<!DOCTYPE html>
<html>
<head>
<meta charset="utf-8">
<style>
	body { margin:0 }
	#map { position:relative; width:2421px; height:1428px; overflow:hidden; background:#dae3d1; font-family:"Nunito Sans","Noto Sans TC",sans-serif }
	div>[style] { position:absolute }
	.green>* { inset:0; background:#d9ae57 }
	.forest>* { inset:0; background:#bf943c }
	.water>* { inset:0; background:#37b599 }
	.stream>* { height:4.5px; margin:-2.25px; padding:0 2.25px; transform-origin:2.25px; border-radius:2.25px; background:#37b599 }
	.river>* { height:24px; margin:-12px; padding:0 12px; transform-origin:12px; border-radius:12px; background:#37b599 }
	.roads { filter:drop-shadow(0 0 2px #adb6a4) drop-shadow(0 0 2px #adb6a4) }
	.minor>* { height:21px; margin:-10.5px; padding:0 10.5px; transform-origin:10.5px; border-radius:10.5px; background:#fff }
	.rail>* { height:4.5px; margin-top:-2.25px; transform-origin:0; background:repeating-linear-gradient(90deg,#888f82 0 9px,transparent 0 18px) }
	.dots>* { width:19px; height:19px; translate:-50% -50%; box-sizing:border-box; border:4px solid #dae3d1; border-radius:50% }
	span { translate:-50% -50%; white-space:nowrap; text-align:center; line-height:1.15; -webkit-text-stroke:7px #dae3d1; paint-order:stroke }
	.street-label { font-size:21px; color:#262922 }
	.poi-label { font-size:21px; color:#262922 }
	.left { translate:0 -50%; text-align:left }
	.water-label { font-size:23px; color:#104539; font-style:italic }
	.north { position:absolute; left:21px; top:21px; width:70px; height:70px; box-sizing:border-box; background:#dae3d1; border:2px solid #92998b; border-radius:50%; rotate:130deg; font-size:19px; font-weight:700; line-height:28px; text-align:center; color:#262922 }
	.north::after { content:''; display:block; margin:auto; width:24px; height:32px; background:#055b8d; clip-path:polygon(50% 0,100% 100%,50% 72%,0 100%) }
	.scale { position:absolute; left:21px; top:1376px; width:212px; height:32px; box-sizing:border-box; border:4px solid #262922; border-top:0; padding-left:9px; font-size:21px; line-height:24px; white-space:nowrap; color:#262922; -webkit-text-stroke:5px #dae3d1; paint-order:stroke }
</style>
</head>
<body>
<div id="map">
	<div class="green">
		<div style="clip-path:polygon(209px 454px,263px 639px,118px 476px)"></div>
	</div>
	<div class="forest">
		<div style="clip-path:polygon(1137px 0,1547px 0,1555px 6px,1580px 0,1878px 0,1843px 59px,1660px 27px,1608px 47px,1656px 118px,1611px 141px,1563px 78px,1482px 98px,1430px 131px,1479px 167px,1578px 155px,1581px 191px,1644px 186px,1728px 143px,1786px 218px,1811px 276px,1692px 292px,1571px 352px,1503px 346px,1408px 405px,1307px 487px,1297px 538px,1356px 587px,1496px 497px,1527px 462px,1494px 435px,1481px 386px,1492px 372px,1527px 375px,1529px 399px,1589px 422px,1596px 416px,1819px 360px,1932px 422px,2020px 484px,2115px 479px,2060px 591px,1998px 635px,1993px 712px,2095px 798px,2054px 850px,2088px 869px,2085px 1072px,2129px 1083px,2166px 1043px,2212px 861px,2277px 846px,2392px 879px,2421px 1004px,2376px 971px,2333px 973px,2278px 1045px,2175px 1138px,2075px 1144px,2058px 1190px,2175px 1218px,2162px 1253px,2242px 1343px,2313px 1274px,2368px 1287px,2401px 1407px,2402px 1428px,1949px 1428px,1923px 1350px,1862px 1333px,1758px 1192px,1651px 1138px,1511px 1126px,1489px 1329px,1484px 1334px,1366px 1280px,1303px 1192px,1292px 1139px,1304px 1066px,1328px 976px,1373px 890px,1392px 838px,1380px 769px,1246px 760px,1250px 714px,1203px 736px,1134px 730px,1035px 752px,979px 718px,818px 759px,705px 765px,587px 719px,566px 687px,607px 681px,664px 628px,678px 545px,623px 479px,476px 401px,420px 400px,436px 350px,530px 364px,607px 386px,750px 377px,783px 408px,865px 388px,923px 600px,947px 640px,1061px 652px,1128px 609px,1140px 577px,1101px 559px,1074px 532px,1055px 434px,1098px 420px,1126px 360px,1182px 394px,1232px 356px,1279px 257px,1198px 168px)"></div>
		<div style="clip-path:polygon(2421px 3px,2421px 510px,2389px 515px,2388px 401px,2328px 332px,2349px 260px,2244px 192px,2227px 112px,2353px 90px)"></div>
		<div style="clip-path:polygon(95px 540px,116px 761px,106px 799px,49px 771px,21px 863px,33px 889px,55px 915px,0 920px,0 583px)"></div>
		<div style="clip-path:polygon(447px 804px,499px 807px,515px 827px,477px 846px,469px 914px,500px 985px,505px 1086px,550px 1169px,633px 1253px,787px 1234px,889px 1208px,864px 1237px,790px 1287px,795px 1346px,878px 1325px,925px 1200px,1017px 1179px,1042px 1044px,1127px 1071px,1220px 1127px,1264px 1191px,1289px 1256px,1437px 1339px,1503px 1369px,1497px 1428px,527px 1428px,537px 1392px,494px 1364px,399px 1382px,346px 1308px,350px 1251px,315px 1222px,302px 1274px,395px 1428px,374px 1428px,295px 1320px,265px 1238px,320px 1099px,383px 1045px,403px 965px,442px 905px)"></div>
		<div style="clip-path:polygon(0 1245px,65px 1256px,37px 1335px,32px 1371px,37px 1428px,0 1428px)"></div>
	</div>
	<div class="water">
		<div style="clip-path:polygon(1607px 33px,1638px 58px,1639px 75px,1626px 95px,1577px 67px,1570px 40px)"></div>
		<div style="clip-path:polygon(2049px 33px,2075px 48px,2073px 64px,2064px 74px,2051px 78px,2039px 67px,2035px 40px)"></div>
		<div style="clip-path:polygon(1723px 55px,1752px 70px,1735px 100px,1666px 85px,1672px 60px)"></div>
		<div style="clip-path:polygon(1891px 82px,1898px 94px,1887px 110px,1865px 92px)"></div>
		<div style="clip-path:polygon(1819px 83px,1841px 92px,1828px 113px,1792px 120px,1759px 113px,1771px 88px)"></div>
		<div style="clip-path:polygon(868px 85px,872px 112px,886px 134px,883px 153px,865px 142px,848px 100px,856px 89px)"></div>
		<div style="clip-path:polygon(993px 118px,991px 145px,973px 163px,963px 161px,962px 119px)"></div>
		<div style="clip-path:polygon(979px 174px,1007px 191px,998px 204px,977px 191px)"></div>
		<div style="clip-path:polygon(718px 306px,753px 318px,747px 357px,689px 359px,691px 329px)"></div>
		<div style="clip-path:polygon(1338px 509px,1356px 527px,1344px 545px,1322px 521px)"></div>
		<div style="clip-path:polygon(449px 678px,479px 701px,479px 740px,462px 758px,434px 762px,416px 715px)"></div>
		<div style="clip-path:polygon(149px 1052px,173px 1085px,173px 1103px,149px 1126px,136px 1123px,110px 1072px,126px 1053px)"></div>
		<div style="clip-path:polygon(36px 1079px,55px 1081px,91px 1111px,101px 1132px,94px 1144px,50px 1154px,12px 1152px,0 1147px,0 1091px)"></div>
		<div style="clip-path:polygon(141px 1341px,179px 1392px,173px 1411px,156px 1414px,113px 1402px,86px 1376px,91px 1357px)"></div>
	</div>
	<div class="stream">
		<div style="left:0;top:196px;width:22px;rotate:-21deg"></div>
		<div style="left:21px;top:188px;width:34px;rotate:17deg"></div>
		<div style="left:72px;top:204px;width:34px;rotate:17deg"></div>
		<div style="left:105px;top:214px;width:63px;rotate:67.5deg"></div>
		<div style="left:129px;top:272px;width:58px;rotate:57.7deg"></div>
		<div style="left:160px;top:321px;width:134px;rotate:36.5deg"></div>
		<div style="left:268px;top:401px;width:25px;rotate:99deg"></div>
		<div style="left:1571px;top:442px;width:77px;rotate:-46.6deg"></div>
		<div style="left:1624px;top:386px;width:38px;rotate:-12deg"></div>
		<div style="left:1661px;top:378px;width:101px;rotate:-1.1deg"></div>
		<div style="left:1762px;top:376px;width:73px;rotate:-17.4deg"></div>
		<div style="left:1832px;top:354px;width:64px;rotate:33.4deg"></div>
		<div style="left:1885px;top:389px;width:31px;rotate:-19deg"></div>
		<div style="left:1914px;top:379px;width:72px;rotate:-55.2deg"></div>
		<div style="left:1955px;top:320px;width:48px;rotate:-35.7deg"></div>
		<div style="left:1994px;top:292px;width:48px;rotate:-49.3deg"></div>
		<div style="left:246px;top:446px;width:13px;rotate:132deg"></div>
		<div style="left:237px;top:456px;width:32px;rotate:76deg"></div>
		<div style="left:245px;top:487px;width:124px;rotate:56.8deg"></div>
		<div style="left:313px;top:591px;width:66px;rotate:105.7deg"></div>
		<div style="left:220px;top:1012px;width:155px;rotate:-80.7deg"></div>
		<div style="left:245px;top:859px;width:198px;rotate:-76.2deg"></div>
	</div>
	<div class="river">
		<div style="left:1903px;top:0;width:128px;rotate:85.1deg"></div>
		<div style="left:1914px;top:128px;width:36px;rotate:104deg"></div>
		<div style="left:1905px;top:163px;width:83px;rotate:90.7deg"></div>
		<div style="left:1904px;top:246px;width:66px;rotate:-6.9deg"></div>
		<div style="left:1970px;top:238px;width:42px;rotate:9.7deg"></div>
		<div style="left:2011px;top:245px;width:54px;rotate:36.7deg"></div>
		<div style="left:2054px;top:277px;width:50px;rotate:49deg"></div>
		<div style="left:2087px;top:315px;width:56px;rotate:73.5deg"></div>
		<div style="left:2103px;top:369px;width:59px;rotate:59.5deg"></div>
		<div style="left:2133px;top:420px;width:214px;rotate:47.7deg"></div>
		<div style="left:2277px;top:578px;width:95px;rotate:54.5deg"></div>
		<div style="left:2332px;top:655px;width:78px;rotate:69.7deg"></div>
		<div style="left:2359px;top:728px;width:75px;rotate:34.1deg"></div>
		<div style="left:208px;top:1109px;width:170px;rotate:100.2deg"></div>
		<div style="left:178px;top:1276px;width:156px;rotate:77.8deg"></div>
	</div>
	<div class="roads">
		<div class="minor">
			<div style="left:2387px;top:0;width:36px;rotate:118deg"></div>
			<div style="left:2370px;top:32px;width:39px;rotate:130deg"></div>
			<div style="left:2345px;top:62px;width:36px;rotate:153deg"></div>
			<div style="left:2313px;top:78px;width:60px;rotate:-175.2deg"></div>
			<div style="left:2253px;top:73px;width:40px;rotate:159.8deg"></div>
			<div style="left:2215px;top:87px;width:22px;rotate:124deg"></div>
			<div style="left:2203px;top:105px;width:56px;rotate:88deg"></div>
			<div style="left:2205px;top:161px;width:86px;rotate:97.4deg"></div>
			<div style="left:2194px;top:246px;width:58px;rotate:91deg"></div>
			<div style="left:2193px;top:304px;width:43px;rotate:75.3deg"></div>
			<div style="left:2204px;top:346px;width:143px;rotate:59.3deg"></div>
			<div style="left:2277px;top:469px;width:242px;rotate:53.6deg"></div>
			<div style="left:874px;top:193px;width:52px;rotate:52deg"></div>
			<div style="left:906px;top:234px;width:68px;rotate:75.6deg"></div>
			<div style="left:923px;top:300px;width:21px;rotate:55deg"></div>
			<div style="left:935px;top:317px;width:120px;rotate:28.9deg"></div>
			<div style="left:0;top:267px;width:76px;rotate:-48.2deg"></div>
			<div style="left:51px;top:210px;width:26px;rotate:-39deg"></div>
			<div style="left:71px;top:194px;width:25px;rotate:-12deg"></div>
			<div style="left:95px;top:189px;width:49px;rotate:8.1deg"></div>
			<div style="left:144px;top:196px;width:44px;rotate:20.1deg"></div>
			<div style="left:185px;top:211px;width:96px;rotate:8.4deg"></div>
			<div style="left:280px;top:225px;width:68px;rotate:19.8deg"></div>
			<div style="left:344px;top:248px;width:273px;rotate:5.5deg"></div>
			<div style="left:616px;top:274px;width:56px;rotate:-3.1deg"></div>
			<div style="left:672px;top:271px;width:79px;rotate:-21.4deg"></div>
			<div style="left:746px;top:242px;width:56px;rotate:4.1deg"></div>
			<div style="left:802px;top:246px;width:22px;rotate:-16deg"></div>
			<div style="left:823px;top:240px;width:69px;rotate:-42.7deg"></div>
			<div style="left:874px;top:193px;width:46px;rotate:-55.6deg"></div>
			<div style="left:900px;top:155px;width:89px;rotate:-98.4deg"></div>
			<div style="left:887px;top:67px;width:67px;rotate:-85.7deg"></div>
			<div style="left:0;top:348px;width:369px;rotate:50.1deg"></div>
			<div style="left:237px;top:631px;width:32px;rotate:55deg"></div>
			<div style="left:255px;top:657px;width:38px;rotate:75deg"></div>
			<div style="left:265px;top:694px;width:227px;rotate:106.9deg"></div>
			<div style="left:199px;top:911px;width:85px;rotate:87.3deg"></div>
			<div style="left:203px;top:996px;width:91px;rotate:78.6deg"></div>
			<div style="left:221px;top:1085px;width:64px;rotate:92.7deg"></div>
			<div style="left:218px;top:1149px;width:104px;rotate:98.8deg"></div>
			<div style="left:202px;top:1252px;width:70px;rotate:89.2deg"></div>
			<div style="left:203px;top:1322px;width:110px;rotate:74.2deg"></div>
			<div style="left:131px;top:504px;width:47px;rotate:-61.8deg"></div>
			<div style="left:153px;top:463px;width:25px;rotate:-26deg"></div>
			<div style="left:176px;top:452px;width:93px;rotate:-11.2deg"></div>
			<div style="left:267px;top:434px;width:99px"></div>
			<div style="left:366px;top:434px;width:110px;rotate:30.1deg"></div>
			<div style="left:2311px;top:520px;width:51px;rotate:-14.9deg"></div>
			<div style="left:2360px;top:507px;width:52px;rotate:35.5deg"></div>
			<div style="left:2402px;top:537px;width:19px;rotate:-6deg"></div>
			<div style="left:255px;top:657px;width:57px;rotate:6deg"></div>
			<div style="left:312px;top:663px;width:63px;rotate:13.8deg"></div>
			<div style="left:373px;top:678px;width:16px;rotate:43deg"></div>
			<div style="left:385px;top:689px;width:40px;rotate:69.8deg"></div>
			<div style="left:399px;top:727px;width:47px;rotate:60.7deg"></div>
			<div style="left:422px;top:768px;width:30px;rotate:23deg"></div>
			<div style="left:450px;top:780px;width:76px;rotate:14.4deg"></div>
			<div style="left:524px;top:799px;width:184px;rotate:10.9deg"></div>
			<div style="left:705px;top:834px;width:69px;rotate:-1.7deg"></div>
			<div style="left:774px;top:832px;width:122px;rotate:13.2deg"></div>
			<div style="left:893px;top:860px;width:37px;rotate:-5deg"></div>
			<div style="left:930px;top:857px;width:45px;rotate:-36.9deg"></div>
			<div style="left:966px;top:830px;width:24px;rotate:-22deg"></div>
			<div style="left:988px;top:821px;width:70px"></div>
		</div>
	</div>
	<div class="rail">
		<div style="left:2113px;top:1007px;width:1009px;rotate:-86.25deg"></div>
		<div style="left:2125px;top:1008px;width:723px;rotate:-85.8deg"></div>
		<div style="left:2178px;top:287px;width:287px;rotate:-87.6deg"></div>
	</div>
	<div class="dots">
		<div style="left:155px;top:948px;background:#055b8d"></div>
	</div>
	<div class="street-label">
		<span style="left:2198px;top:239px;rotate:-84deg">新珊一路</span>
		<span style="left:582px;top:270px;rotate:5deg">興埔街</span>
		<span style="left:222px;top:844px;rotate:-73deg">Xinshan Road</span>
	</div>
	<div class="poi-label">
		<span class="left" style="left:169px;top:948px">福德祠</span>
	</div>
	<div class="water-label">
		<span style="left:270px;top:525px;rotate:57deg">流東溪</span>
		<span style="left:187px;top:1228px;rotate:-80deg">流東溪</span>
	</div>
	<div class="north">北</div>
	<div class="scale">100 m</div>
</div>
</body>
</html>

----------------------------------------

What you retype should run from the first line of the entries above through the line containing "width:19px; height:19px; translate:-50%", exactly and in full.

### Expected answer
<!DOCTYPE html>
<html>
<head>
<meta charset="utf-8">
<style>
	body { margin:0 }
	#map { position:relative; width:2421px; height:1428px; overflow:hidden; background:#dae3d1; font-family:"Nunito Sans","Noto Sans TC",sans-serif }
	div>[style] { position:absolute }
	.green>* { inset:0; background:#d9ae57 }
	.forest>* { inset:0; background:#bf943c }
	.water>* { inset:0; background:#37b599 }
	.stream>* { height:4.5px; margin:-2.25px; padding:0 2.25px; transform-origin:2.25px; border-radius:2.25px; background:#37b599 }
	.river>* { height:24px; margin:-12px; padding:0 12px; transform-origin:12px; border-radius:12px; background:#37b599 }
	.roads { filter:drop-shadow(0 0 2px #adb6a4) drop-shadow(0 0 2px #adb6a4) }
	.minor>* { height:21px; margin:-10.5px; padding:0 10.5px; transform-origin:10.5px; border-radius:10.5px; background:#fff }
	.rail>* { height:4.5px; margin-top:-2.25px; transform-origin:0; background:repeating-linear-gradient(90deg,#888f82 0 9px,transparent 0 18px) }
	.dots>* { width:19px; height:19px; translate:-50% -50%; box-sizing:border-box; border:4px solid #dae3d1; border-radius:50% }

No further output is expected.